A 20-year-old man presents to the emergency department with a persistent cough for 3 weeks, low-grade fever, and night sweats. His chest X-ray shows mediastinal and right hilar lymphadenopathy and right upper lobe consolidation concerning for primary tuberculosis (Figure 56-1). Upon review of the radiograph, the emergency room staff admits the patient to a single room with negative pressure. The patient is placed in respiratory isolation, sputum is sent for acid-fast bacillus (AFB) stain and cultures, and the results show acid-fast bacilli consistent with Mycobacterium spp. (Figure 56-2). While culture results are pending, the patient is started on four antituberculosis drugs. Fortunately, the sputum culture result shows pansusceptible Mycobacterium tuberculosis, and his treatment continues with directly observed therapy through the local city health department.

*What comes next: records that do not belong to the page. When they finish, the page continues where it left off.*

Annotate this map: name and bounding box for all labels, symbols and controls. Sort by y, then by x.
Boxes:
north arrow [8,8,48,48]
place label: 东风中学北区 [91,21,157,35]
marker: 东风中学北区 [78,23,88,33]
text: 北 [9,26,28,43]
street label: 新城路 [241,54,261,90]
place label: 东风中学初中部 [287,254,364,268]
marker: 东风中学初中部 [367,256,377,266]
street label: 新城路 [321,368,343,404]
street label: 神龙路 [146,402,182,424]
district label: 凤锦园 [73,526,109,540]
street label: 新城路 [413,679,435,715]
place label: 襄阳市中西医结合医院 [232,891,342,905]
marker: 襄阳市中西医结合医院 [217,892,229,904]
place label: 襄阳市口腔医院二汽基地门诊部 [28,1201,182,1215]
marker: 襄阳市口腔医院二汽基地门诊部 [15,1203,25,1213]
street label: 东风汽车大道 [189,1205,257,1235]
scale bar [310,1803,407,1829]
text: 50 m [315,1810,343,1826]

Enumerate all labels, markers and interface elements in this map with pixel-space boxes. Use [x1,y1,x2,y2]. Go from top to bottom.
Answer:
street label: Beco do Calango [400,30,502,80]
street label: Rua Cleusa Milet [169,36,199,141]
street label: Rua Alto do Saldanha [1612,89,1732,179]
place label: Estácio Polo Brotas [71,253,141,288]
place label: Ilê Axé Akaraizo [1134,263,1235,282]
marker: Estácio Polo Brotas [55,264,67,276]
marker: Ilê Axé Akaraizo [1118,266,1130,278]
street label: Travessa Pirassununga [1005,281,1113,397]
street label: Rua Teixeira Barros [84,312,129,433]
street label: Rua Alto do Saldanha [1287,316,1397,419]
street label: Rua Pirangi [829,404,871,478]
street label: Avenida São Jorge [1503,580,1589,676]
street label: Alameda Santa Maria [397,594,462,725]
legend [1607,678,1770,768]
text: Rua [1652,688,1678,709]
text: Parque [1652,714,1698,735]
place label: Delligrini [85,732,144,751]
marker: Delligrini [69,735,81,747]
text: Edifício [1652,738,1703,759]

Typical presentation of a primary pulmonary tuberculosis infection in a 20-year-old man. A. Frontal chest radiograph shows mediastinal and right hilar lymphadenopathy (black arrows) and right upper lobe consolidation (white arrow). B. Contrast-enhanced CT demonstrates low-density enlarged mediastinal lymph nodes with rim peripheral enhancement consistent with necrotizing lymphadenopathy (arrows). (Reproduced with permission from Carlos Santiago Restrepo, MD.)
The acid-fast bacilli of Mycobacterium tuberculosis seen with acid-fast staining at 100 power with oil immersion microscopy. (Reproduced with permission from Richard P. Usatine, MD.)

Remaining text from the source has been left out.